The landscape of room pressure monitors is diverse, with many different options of product design from various manufacturers. One of the basic choices in product design is whether to include the differential pressure transducer on-board with the touch screen, or external in the ceiling or interstitial space. There are pros and cons for each approach, depending mostly on the preference of the A&E firm or customer.

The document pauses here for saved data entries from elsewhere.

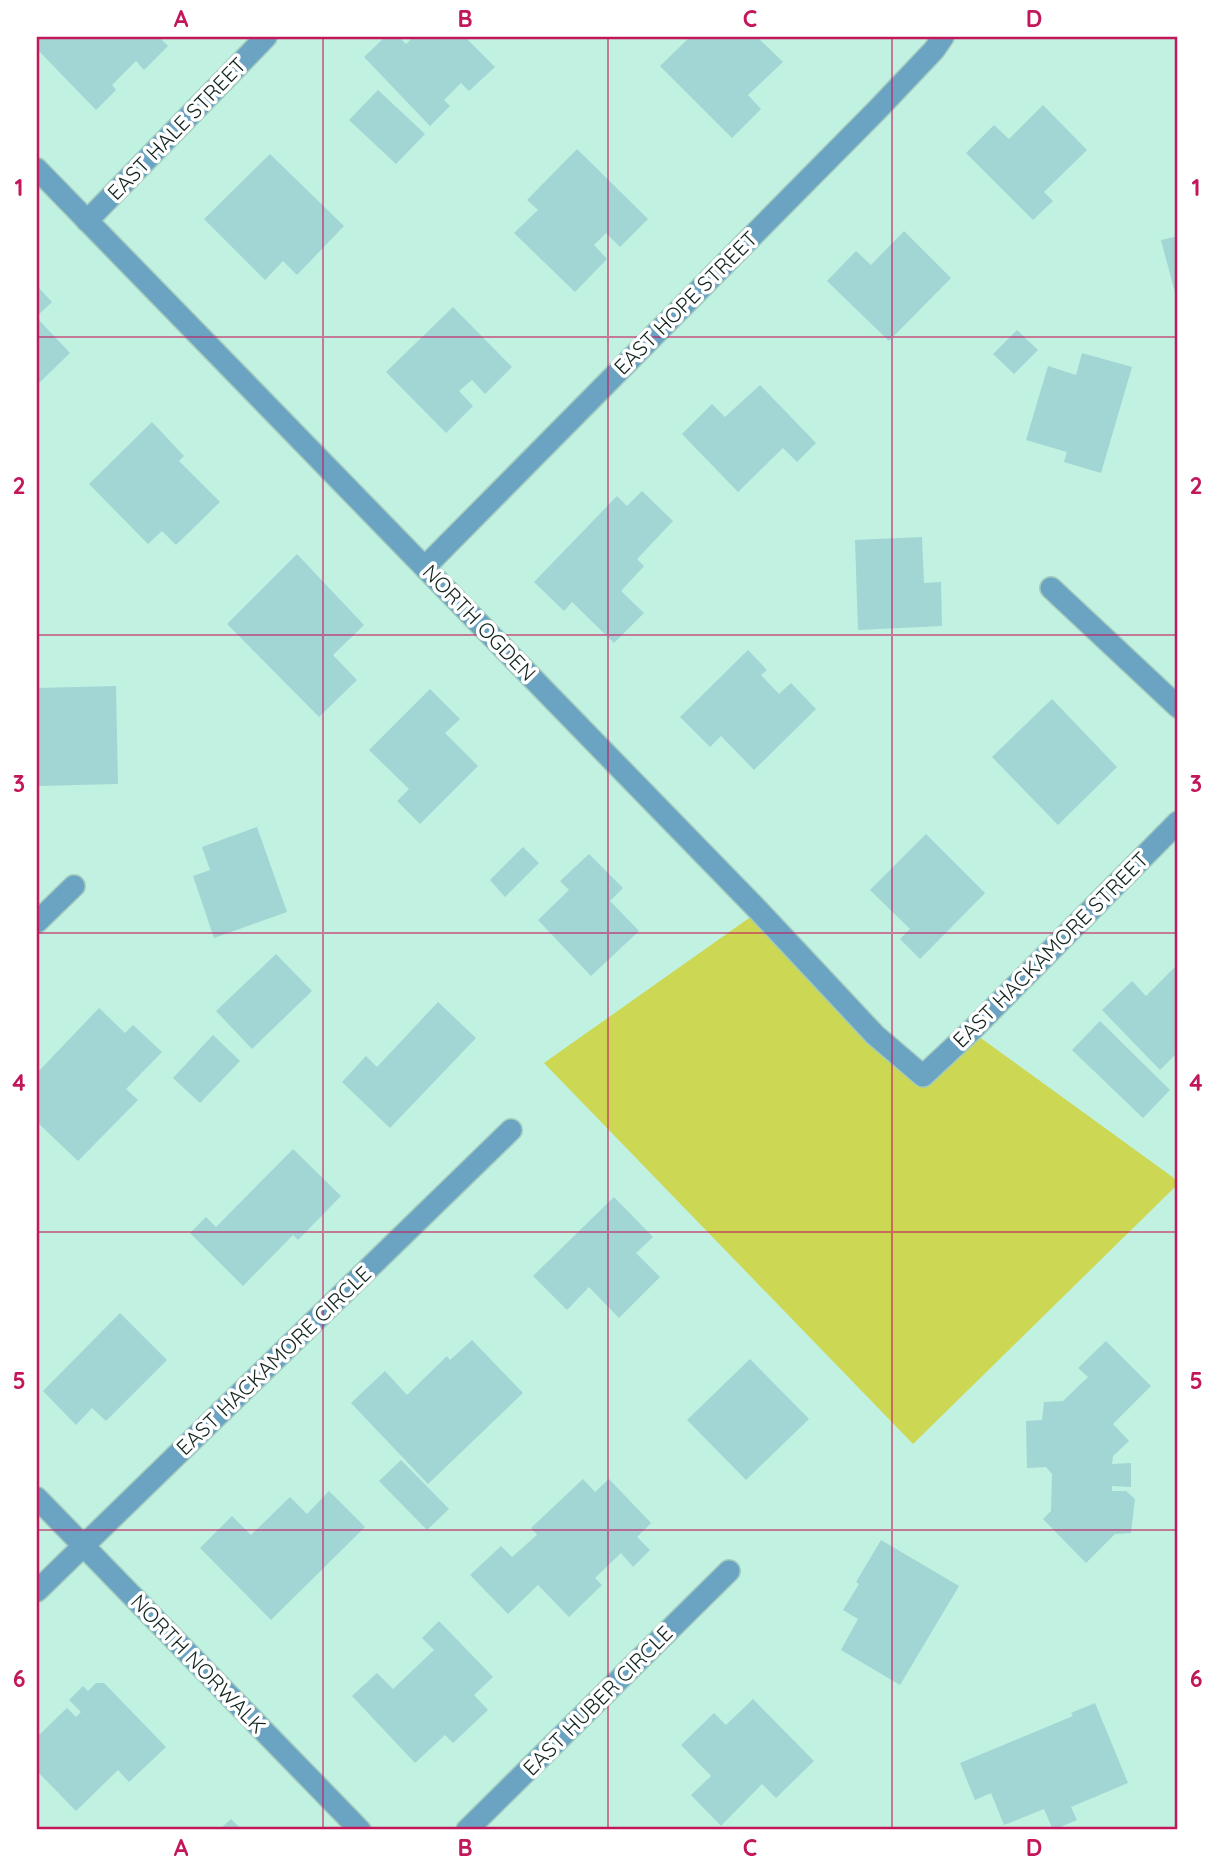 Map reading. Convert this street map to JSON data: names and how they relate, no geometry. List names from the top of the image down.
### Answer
{
  "streets": {
    "street": [
      "EAST HALE STREET",
      "EAST HOPE STREET",
      "NORTH OGDEN",
      "EAST HACKAMORE STREET",
      "EAST HACKAMORE CIRCLE",
      "NORTH NORWALK",
      "EAST HUBER CIRCLE"
    ]
  },
  "crossings": [
    ["EAST HALE STREET", "NORTH OGDEN"],
    ["EAST HOPE STREET", "NORTH OGDEN"],
    ["NORTH OGDEN", "EAST HACKAMORE STREET"],
    ["EAST HACKAMORE CIRCLE", "NORTH NORWALK"]
  ],
  "grid": {
    "columns": [
      "A",
      "B",
      "C",
      "D"
    ],
    "rows": [
      "1",
      "2",
      "3",
      "4",
      "5",
      "6"
    ]
  }
}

Many of today’s room pressure monitors offer an integrated DP sensor that is completely self-contained with the touch screen. These units get installed in an electrical wall box mounted outside the pressurized space, typically at eye level. The benefits of an integrated unit are the convenience of final hook-ups of wires and tubing without the use of a ladder, and the fact that all the pieces of the unit for each application are in one box. Staying off a ladder can be important during final phases of construction when finished flooring is in place, or when service or recalibration may be required. Also, avoiding use of a ladder for service is often desirable in healthcare facilities, where an Infection Control Risk Assessment (ICRA) report may be required to go above the ceiling in infection prevention and control areas. The all-in-one approach does require that wiring and tubing be brought through the walls during the rough-in phase.
An alternative approach makes use of an external pressure transducer wired to the display unit. The benefits of an external DP sensor include the convenience of running much of the tubing and wires above the ceiling vs. down wall cavities. Pressure pick-up ports are often ceiling mounted, with shorter tubing runs to the sensing unit. However, when service or recalibration is required, a technician has to go above the ceiling, with ICRA implications. One also has to remember where the sensing units are located, or have accurate drawings that show which ceiling tiles are the point of entry.